Another point I find particularly interesting is the distinction he makes between “work” — that for which we generally get paid, something we do “by the hour. It begins and ends at a specific time” whereas “Labor, on the other hand, sets its own pace” (50)
This difference between work and labour gets carried through into the discussion of the difference between gift and commodity exchange wherein “the cardinal difference is . . . that a gift establishes a feeling-bond between two people, while the sale of a commodity leaves no necessary connection” (56). Along with the labor of mentoring or in spiritual transformation, Hyde includes parenting, especially the childcare normally provided to society by women, alongside artistic and/or creative endeavour, as examples of undertakings that operate on the borders of these two different economies, the gift economy and the market economy. From my own experience, I think of those occasions when a friend has asked me to knit a sweater for her and offered to pay for it. I have to answer that the only way I will make the sweater, if I choose to, is as a gift. I guess, in Hyde’s terms, I refuse to turn the labor of knitting into work. While my friend might prefer a commodity exchange, which would relieve her of any sense of obligation or beholdedness, I only offer my knitting as a gift. And while she might then want to reciprocate and give me something she has made, the greater gift, in many ways, is to offer simple gratitude. Perhaps, following Hyde (although I don’t want to suggest elevating my knitted gift to the level of the transformative ones he speaks of), at some point this friend will give without expectation of reciprocation to someone else and strengthen social bonds (indeed, perhaps she already has), thereby increasing the gift’s worth immeasurably.

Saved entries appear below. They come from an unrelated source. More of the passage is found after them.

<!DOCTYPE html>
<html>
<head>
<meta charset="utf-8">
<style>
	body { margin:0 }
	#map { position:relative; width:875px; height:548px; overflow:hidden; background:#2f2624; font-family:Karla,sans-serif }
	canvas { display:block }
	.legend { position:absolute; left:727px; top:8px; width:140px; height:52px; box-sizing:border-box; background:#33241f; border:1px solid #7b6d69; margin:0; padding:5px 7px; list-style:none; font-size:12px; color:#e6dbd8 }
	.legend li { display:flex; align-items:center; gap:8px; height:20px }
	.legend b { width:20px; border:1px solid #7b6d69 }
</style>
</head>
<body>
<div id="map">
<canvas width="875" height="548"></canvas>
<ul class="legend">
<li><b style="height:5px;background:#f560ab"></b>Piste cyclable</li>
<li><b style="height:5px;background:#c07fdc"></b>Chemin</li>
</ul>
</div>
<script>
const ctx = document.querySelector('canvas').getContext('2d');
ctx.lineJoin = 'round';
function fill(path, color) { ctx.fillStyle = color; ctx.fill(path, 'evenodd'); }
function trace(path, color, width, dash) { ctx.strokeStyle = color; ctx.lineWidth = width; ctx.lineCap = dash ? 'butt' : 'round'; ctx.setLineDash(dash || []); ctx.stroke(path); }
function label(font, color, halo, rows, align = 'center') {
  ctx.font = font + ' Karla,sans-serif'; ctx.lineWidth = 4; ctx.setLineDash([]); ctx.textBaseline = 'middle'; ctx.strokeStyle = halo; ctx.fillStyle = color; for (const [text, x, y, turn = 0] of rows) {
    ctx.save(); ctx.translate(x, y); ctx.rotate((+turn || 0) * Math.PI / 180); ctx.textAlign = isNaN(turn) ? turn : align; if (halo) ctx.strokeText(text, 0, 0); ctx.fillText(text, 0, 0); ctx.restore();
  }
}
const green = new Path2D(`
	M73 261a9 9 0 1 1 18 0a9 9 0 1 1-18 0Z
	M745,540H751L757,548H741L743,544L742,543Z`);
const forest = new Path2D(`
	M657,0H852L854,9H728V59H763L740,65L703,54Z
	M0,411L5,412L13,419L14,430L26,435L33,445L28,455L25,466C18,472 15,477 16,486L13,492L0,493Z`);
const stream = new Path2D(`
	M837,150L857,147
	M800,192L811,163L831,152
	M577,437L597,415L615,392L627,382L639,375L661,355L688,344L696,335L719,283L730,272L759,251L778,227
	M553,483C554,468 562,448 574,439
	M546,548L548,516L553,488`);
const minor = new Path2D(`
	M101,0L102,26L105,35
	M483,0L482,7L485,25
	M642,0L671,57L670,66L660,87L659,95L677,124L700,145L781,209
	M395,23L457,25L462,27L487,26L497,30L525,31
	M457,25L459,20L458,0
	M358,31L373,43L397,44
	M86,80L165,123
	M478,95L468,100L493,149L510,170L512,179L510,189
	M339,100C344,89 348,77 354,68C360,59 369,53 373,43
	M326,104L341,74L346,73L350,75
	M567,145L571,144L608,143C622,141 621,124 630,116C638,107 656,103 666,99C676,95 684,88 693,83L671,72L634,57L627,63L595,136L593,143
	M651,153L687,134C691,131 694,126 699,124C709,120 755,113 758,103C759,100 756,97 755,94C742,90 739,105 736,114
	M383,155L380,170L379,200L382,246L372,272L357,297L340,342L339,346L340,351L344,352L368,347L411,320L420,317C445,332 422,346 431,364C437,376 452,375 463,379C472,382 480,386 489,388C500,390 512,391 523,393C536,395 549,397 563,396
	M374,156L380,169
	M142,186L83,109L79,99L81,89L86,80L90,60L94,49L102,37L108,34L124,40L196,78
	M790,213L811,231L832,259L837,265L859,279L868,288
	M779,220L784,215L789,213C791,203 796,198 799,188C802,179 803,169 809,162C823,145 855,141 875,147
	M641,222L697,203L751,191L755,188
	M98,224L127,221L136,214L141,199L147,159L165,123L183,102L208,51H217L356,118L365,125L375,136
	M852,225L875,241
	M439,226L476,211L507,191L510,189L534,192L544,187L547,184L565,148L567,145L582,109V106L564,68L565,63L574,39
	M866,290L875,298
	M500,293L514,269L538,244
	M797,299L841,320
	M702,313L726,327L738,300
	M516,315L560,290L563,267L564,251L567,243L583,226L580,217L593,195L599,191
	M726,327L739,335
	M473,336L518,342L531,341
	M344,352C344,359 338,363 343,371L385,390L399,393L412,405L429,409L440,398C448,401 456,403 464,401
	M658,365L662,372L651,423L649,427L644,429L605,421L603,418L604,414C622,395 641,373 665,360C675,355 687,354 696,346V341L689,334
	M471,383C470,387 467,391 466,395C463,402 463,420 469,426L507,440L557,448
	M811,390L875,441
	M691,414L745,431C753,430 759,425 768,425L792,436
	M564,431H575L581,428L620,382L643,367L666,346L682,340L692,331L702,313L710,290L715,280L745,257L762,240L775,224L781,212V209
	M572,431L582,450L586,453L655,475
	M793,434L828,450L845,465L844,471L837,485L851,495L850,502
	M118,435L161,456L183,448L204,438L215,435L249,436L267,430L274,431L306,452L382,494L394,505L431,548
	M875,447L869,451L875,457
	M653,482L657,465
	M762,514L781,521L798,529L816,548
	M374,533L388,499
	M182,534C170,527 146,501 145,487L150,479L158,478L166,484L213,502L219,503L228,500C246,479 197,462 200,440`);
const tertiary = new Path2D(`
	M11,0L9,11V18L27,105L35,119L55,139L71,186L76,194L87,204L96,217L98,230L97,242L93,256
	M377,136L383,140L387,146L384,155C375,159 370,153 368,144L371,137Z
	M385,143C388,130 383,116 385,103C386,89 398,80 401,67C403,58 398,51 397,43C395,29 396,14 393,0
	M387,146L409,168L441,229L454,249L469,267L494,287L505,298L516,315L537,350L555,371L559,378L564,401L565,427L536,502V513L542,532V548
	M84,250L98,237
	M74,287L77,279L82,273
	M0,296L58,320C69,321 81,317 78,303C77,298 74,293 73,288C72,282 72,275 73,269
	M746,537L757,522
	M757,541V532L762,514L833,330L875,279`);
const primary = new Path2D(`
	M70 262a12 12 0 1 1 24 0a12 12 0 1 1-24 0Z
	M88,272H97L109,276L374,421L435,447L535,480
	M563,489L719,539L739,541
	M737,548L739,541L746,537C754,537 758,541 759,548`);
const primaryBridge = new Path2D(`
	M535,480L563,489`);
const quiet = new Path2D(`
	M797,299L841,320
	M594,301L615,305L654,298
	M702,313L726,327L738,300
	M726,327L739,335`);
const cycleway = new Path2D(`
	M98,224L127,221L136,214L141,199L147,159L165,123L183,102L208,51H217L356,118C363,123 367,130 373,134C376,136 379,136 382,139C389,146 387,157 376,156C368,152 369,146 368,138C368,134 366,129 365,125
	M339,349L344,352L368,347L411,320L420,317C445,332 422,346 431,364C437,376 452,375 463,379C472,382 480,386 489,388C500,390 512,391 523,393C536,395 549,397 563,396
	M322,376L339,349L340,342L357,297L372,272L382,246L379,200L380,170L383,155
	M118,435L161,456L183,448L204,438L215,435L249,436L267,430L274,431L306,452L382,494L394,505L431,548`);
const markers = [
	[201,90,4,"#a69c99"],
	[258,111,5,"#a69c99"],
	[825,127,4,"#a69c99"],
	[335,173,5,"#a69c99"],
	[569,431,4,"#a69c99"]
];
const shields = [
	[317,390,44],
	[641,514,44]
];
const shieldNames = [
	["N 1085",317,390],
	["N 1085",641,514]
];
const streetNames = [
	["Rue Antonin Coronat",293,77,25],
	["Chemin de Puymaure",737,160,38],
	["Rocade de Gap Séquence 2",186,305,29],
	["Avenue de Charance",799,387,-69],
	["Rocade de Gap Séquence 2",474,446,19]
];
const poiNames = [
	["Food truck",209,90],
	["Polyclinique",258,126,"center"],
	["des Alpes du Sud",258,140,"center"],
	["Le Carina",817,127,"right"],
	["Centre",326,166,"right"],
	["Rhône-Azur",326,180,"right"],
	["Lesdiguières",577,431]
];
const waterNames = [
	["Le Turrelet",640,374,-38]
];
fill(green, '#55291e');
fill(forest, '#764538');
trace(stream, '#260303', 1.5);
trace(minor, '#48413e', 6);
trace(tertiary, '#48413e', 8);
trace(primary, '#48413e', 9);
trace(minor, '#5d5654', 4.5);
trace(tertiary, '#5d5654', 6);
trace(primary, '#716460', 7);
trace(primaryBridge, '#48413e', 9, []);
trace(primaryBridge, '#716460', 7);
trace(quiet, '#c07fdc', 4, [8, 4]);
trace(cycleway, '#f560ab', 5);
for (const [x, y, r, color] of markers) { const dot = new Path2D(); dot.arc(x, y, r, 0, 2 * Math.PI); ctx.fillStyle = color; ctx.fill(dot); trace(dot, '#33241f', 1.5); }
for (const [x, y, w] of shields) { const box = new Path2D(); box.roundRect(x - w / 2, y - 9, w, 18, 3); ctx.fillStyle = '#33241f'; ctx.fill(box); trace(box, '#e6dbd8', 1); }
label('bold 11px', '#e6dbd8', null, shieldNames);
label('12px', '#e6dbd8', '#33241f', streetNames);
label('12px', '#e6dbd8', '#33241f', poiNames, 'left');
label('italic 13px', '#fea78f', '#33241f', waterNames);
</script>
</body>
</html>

Hyde follows up this theorizing about gift economies vs. market ones by a reading of the work of two poets, Walt Whitman and Ezra Pound. I’m not an Americanist so I’ve only got a superficial familiarity with either poet’s oeuvre, but I found Hyde’s readings convincing and entertaining. I was moved, actually, by his account of Whitman’s service at the bedsides of so many wounded soldiers, and impressed by Pound’s generosity in keeping an eye out for the financial needs of talents he believed needed nurturing. I did know something, of course, of his role in Eliot’s and Joyce’s work, but hadn’t realized quite how extensive his support for other writers was. More importantly, Hyde moves back and forth between these biographical elements and close readings of the poets’ work, considering the way the “gift” figures in it, gift being understood in three ways: the raw talent possessed by an artist; the gift of inspiration which leads to a specific work; and the finished piece of writing or art which is offered as a gift to the reader or general public.

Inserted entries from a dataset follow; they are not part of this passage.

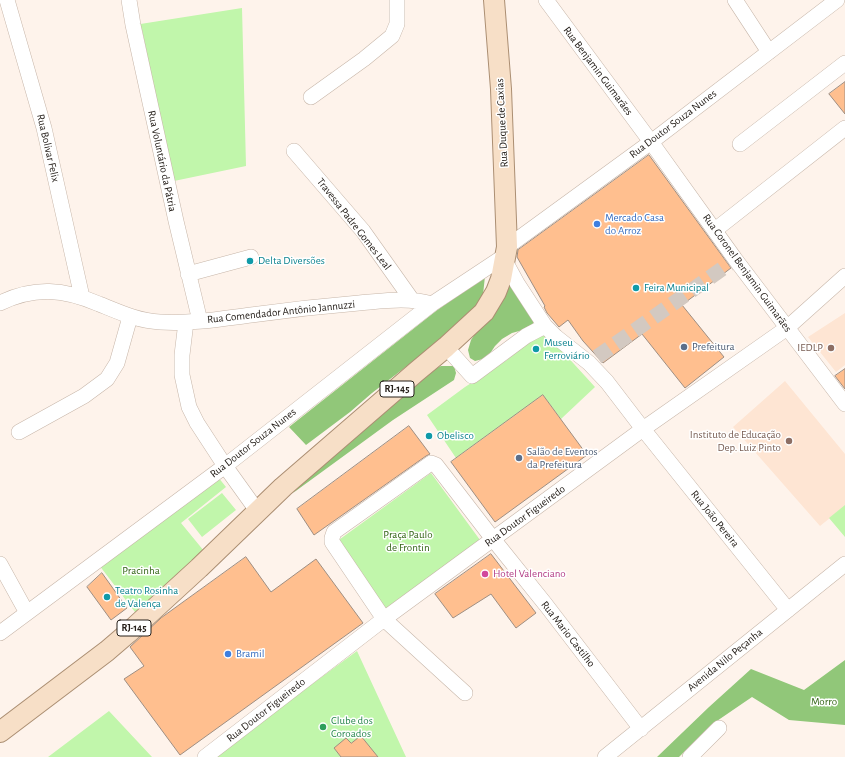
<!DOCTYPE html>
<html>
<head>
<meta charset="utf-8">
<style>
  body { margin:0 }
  canvas { display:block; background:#fef3eb }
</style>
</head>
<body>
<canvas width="845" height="757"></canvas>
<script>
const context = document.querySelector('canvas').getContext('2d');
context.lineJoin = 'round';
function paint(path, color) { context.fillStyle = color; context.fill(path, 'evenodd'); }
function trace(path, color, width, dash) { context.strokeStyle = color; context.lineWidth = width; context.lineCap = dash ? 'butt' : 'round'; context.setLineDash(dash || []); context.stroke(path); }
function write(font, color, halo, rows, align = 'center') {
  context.font = font + ' "Alegreya Sans",sans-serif'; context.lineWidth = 3; context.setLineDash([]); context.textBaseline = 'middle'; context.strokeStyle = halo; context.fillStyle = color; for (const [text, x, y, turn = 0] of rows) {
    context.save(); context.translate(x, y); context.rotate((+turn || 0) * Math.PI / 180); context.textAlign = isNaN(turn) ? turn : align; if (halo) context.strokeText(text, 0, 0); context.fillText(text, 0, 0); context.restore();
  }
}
const built = new Path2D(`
  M 845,313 L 845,365 L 836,372 L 808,337 Z
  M 785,381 L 845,454 L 845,506 L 820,526 L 733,427 Z`);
const green = new Path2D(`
  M 242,8 L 246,166 L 174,181 L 142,30 L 134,25 Z
  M 543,330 L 595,387 L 561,419 L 543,395 L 456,458 L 427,415 L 465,387 L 507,360 Z
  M 431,473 L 480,540 L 385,609 L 336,542 Z
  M 218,477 L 226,487 L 181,523 L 204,551 L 138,616 L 99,565 Z
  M 222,493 L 236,510 L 202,537 L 188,519 Z
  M 845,505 L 845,537 L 829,518 Z
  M 357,651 L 406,757 L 213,757 Z
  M 109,711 L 152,757 L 48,757 Z`);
const forest = new Path2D(`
  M 485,276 L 483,295 L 465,321 L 372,393 L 350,412 L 306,445 L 289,427 L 436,311 Z
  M 508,283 L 523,303 L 534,322 L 530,328 L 512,333 L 502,339 L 495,346 L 491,352 L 483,359 L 475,361 L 470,358 L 468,350 L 471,340 Z
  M 441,366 L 454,366 L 456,373 L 454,380 L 393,420 L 293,493 L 304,480 L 432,370 Z
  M 845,660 L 845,725 L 789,720 L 752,697 L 711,725 L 679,757 L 657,757 L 709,707 L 751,669 L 804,690 Z`);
const building = new Path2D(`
  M 845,82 L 845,114 L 829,94 Z
  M 649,155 L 731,268 L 682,305 L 724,357 L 685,388 L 642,334 L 603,363 L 583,341 L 568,320 L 559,327 L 547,313 L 544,307 L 545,306 L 517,257 L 518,250 Z
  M 845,369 L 845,389 L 835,376 Z
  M 543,395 L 587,455 L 495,522 L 451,462 Z
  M 409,426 L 430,454 L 426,456 L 314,535 L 297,509 Z
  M 491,554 L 536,613 L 516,628 L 491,594 L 453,618 L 435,594 Z
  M 246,557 L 271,592 L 316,559 L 363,623 L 180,755 L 124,679 L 144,666 L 130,647 L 161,618 Z
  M 102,573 L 127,608 L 111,620 L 87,587 Z
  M 361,736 L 378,757 L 341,757 L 334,748 L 346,738 L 351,743 Z`);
const minorTunnel = new Path2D(`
  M 597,357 L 729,264`);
const minor = new Path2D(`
  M 7,0 L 44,128 L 82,297
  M 129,0 L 133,25 L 176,221 L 200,321
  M 546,0 L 651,142 L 735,259 L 845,404
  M 735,0 L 769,52
  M 311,97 L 364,59 L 392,36 L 397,24 L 397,0
  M 740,144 L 845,63
  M 294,151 L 363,231 L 412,300
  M 715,230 L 845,128
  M 507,247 L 651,142 L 837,0
  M 505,261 L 517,283 L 545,326 L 556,337 L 589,363 L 607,382 L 643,429 L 788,610
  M 188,274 L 251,257
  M 0,303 C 35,286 64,289 99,304 C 119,312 138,321 160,322 C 190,324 220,319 251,315 C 287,310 323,306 359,303 C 383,301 408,297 432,304
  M 186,322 L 182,355 L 182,375 L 189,407 L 197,423 L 225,466 L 258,512
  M 446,347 L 472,376 L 526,336 L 545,326
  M 19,432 L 84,396 L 107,379 L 117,363 L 130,317
  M 0,564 L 27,613
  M 0,633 L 225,466 L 432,304 L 506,255
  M 465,693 L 384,619 L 332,542 L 332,538 L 334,532 L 431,463 L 436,465 L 493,539 L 546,605 L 641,729
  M 205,757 L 384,619 L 643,429 L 787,328 L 845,276
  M 605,757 L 845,564
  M 690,757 L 719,728`);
const major = new Path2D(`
  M 0,732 L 107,651 L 128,633 L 199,568 L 283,487 L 416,372 L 446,347 L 484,312 L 496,292 L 501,279 L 507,247 L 501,89 L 494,0`);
const markers = [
  [597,224,4,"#3f7fe0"],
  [250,261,4,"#0f9aa8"],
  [636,288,4,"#0f9aa8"],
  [684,347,4,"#5c6f8a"],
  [831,348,4,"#8d6e63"],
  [536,349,4,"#0f9aa8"],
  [429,436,4,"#0f9aa8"],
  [789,441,4,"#8d6e63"],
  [519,458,4,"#5c6f8a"],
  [485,574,4,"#d1479c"],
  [107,597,4,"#0f9aa8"],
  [228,654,4,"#3f7fe0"],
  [323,727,4,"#2e9e5b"]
];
const shields = [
  [397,389,34],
  [134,628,34]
];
const shieldNames = [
  ["RJ-145",397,389],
  ["RJ-145",134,628]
];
const streetNames = [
  ["Rua Benjamin Guimarães",598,71,53],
  ["Rua Duque de Caxias",502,123,-93],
  ["Rua Doutor Souza Nunes",673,124,-37],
  ["Rua Bolivar Felix",48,148,77],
  ["Rua Voluntário da Pátria",162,161,78],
  ["Travessa Padre Gomes Leal",354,224,52],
  ["Rua Coronel Benjamin Guimarães",747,273,54],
  ["Rua Comendador Antônio Jannuzzi",281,312,-6],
  ["Rua Doutor Souza Nunes",253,443,-38],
  ["Rua Doutor Figueiredo",525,516,-36],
  ["Rua João Pereira",715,519,51],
  ["Rua Mario Castilho",568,634,52],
  ["Avenida Nilo Peçanha",725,660,-39],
  ["Rua Doutor Figueiredo",266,710,-38]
];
const shopNames = [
  ["Mercado Casa",605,218],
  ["do Arroz",605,231],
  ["Bramil",236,654]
];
const cultureNames = [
  ["Delta Diversões",258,261],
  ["Feira Municipal",644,288],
  ["Museu",544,343],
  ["Ferroviário",544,356],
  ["Obelisco",437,436],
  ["Teatro Rosinha",115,591],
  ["de Valença",115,604]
];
const serviceNames = [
  ["Prefeitura",692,347],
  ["Salão de Eventos",527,452],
  ["da Prefeitura",527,465]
];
const educationNames = [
  ["IEDLP",823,348],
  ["Instituto de Educação",781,435],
  ["Dep. Luiz Pinto",781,448]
];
const parkNames = [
  ["Praça Paulo",408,535],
  ["de Frontin",408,548],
  ["Pracinha",141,571],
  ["Morro",824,702]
];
const hotelNames = [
  ["Hotel Valenciano",493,574]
];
const leisureNames = [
  ["Clube dos",331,721],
  ["Coroados",331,734]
];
paint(built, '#fee5d3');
paint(green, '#c1f6ab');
paint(forest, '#91c779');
paint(building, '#ffbf8f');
trace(building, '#9e8e82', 1);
trace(minorTunnel, '#d3c9c1', 15, [15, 8]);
trace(minor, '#c7b6a9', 16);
trace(major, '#ab8e72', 22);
trace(minor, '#fff', 15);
trace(major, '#f7dfc7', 20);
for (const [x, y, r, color] of markers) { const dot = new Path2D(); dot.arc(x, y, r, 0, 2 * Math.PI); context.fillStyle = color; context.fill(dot); trace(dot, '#fff', 1.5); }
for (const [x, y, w] of shields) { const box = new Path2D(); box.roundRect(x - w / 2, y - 8, w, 16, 3); context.fillStyle = '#fff'; context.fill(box); trace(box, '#26201b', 1); }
write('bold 10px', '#26201b', null, shieldNames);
write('11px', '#26201b', '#fff', streetNames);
write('11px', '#366cbe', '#fff', shopNames, 'left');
write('11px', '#0d838f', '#fff', cultureNames, 'left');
write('11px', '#4e5e75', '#fff', serviceNames, 'left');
write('11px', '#785e54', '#fff', educationNames, 'right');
write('11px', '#326415', '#fff', parkNames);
write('11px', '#b23c85', '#fff', hotelNames, 'left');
write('11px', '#27864d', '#fff', leisureNames, 'left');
</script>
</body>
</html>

Although this is a scholarly work, as I’ve already mentioned, it is a lively, accessible, and rewarding one. First published in book form in 1979, it’s still quite readily available. Definitely worth a browse, at least, even if just for the first few chapters if you’re not so interested in the literary criticism of the last half of the book. There’s also a bibliography that promises to be very useful to anyone who wants to delve further into the history of the gift, or of usury, or of the move from the gift to the market economy.